Prior to his trip to Wyoming, Roosevelt had expressed concern about the depredation of large game by mountain lions and had proposed that they be exterminated. In planning his trip he first thought about hunting mountain lion in the Park. On reflection, however, he decided that hunting in the Park would not be perceived very well, particularly in light of the Lacey Act, discussed on a subsequent page, which made the killing of animals in the Park illegal. Rather than bring a hunting guide as a part of his party, Roosevelt included the naturalist John Burroughs. Nevertheless, Roosevelt probably violated the Lacey Act when he caught a mouse which he believed might be a new species. The presidential mouse was dutiful sent off to Clinton Hart Merriam, chief of the U.S. Biological Survey and co-founder of the National Geographic Society. Dr. Merriam pronounced it not to be a new species, but one which had not been observed in Yellowstone before. Roosevelt, howver, may have discovered a new species. Dr. Merriam did not have available to him DNA testing which is now used to ascertain differences between subspecies. In January 1998, John Etchepare, president of the Warren Livestock Company, commented to the Cheyenne Rotary Club as to the possible presence in the state of Preble's meadow jumping mouse,
"I have never seen one in the 35 years I've spent on the lands owned by Warren Livestock, nor is it ever mentioned in ranch history. However, I just received reports on DNA testing done on a mouse now dead for seven years, and officials believe they have one suspect jumping mouse in Wyoming." It has been recognized that even experts have difficulty in telling the difference between the the western jumping mouse (Zapus princeps), the meadow jumping mouse (Zapus hudsonius), and one subspecies, the Preble's meadow jumping mouse (Zapus hudsonius preblei), using morphological characters. There is, however, a possible morphological difference, the Preble's meadow jumping mouse, on an average, has a slightly smaller cranial size and its molars are, on average, smaller. Thus it has been proposed that the presence of the Preble's mouse be determined using mitochondrial and nuclear markers amplified by polymerase chain reaction using DNA from tissue samples. Several months after Etchepare spoke, portions of Crow Creek, Chugwater Creek, Horse Creek, and Bed Tick Creek in Albany, Converse, Goshen, Laramie and Platte Counties, on May 13, 1998, were declared to be possible habitat for the mouse and entitled to special protection. No definitive study was done as to the presence of the Preble's mouse in these counties. The western and regular jumping mice are not endangered. E. A. Preble is also noted as the discoverer of the dwarf shrew (Sorex namus) near Estes Park. There is also a Merriam's shrew (Sorex Merriami, Dobson, 1890). [Writer's note: No relation.]
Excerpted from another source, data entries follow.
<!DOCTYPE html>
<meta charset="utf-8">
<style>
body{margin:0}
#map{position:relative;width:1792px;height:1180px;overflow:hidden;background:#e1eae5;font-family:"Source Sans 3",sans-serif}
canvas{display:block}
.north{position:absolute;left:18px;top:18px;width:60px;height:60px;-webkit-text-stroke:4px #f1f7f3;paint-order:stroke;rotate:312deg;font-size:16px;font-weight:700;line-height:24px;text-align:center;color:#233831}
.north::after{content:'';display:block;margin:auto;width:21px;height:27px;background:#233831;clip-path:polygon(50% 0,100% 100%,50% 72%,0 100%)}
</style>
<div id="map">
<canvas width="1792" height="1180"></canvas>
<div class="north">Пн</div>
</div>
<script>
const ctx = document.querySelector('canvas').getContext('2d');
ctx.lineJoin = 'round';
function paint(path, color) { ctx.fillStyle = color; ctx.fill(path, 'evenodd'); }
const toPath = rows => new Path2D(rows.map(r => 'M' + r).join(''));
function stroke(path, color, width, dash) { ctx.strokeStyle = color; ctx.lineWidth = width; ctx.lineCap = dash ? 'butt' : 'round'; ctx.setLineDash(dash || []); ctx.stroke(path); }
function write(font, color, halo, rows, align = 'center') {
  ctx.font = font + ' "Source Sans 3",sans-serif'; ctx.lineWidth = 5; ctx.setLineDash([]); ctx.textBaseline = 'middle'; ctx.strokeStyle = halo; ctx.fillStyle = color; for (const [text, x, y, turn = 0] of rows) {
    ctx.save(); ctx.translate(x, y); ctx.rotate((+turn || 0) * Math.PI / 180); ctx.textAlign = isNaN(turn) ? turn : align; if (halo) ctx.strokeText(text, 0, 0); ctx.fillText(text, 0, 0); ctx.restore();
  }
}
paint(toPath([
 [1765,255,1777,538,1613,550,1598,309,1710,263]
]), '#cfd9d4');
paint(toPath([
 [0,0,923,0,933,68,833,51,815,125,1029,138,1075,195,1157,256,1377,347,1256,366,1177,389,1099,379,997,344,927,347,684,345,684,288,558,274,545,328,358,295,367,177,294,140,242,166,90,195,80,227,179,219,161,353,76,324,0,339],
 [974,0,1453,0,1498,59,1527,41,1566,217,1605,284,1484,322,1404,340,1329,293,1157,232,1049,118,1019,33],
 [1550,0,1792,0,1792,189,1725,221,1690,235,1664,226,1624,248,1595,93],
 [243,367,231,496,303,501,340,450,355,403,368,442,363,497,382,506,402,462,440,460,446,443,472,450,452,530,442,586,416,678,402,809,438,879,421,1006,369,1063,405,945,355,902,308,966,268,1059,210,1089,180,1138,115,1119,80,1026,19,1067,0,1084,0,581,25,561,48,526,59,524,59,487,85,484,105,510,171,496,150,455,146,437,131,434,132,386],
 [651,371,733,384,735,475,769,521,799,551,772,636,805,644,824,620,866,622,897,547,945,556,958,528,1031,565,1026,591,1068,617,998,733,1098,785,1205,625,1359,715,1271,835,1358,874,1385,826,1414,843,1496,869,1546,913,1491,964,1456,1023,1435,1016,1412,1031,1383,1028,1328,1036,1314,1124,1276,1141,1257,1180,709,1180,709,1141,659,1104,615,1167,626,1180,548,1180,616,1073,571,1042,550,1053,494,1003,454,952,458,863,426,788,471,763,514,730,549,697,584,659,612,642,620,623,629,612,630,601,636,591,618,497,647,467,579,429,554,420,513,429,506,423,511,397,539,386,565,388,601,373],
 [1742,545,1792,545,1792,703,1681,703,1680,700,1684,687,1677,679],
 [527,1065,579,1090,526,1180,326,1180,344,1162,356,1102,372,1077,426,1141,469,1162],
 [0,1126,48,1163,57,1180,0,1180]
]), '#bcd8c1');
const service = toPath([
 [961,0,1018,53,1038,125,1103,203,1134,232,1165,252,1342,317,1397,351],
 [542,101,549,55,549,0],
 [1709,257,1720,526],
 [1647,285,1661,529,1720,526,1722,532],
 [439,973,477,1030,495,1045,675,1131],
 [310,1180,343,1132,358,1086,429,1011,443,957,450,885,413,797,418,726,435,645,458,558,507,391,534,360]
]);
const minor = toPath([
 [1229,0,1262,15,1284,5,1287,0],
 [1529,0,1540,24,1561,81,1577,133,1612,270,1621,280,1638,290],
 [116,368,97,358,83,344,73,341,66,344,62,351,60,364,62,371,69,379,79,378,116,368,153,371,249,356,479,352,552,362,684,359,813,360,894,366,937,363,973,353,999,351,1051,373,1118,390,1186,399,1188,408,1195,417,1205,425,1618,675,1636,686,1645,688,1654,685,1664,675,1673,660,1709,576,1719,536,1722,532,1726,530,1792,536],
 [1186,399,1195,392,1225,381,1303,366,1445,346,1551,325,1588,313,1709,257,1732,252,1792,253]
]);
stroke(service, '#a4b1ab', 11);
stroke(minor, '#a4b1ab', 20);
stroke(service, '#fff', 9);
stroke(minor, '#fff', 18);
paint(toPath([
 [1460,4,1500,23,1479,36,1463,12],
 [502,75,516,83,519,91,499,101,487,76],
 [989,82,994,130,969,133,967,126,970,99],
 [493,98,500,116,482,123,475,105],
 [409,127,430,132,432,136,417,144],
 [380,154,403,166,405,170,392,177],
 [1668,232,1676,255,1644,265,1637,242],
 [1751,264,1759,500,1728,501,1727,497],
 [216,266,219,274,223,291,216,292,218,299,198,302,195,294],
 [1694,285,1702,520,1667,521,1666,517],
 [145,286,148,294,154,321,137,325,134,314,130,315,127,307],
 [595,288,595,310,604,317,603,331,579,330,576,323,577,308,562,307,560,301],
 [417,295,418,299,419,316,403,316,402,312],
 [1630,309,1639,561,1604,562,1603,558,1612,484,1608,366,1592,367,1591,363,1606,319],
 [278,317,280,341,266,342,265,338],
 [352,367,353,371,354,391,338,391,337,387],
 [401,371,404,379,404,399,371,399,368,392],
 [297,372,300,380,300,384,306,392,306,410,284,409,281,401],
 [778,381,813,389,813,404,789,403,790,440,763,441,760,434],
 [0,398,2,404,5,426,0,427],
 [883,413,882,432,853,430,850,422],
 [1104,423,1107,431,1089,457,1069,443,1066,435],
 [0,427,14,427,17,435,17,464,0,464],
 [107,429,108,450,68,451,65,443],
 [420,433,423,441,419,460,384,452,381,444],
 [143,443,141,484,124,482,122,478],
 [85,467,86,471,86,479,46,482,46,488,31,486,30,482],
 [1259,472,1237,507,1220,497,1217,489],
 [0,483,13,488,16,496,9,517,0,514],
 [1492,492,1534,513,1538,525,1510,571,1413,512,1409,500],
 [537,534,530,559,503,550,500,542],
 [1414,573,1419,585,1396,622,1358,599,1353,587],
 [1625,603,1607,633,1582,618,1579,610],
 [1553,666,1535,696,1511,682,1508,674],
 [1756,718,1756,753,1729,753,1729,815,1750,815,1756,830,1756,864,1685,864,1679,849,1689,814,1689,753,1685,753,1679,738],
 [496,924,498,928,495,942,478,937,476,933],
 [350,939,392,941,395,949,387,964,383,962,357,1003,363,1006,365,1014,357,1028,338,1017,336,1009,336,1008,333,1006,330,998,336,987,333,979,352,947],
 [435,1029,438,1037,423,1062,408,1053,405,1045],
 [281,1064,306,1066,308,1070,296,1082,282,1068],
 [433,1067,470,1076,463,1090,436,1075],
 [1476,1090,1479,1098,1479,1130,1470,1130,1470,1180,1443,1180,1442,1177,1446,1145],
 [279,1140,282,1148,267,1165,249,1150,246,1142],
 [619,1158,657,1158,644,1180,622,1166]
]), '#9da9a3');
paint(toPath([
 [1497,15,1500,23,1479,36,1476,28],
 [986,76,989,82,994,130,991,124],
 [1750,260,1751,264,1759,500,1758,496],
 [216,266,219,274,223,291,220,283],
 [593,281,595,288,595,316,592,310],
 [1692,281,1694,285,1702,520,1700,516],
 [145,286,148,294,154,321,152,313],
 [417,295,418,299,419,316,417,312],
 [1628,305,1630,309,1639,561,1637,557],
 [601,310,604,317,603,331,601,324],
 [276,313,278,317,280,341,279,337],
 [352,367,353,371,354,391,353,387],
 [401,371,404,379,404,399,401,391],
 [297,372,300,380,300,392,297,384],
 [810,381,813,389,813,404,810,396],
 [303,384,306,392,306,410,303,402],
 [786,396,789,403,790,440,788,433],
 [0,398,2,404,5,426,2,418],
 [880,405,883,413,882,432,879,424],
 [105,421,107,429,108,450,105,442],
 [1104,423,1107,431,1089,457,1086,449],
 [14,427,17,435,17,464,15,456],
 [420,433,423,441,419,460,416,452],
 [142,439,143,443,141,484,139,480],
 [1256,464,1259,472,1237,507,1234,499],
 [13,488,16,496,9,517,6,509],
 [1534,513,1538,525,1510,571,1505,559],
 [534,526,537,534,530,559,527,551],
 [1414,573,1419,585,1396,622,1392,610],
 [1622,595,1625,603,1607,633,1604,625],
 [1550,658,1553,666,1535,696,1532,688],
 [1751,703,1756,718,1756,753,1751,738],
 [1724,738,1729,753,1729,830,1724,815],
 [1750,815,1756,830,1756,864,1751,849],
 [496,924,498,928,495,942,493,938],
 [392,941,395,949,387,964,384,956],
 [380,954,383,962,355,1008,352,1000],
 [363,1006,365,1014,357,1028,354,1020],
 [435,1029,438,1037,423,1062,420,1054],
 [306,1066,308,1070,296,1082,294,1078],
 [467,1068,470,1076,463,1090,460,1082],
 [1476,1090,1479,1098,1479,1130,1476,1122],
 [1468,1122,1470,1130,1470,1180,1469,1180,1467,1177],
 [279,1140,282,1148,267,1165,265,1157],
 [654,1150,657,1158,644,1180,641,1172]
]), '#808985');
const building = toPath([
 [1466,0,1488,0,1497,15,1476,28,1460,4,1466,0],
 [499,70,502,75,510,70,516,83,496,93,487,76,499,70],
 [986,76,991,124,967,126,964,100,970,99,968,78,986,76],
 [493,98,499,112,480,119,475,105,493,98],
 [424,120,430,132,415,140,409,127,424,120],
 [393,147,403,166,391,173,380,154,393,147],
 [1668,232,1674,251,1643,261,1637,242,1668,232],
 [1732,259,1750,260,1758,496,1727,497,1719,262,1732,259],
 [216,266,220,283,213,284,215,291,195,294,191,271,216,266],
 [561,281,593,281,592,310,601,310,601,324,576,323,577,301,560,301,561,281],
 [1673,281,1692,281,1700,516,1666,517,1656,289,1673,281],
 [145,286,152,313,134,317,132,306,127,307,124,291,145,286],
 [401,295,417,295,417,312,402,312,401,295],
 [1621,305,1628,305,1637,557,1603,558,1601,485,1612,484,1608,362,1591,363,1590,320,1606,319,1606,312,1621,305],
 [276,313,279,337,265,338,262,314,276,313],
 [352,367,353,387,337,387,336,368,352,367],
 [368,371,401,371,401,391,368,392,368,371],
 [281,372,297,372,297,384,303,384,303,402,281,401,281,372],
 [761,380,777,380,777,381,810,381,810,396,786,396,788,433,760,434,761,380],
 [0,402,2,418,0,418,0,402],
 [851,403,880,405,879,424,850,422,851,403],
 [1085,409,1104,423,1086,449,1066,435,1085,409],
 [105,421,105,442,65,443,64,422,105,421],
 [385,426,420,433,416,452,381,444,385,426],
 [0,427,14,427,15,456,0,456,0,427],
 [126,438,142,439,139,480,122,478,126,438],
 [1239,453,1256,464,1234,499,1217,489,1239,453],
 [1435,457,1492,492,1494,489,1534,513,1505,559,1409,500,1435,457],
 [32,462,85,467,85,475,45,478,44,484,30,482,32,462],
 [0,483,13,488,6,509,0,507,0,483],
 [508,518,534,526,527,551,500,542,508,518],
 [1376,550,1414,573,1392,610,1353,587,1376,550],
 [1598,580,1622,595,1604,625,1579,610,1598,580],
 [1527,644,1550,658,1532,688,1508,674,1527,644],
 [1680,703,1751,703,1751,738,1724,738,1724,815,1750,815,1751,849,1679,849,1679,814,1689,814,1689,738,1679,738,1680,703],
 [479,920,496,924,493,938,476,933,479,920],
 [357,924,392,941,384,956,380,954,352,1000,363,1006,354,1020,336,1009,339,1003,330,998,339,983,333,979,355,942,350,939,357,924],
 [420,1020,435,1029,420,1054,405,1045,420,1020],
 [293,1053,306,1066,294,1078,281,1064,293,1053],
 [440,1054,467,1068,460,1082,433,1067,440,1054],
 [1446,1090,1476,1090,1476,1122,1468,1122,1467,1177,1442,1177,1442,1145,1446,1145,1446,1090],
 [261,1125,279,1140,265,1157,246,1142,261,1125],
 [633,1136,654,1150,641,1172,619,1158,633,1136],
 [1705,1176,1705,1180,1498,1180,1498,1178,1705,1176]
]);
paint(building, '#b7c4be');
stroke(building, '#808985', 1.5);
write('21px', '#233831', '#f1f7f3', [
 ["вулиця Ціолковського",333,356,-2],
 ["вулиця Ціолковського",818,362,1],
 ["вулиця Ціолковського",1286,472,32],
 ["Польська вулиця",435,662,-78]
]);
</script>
![]() President Harding feeding Max the Bear. Stereograph by Keystone View Company. On July 1, 1923, two months before his death, President Warren G. Harding, as a part of a whirlwind tour of the west, also visited the park. See photo above left. President Harding was accompamied by Secreary of Commerce Herbert Hoover and Secretary of the Interior Hubert Work. Newspaper clippings from the time indicated that the visit resulted in an increase of tourism to the Park.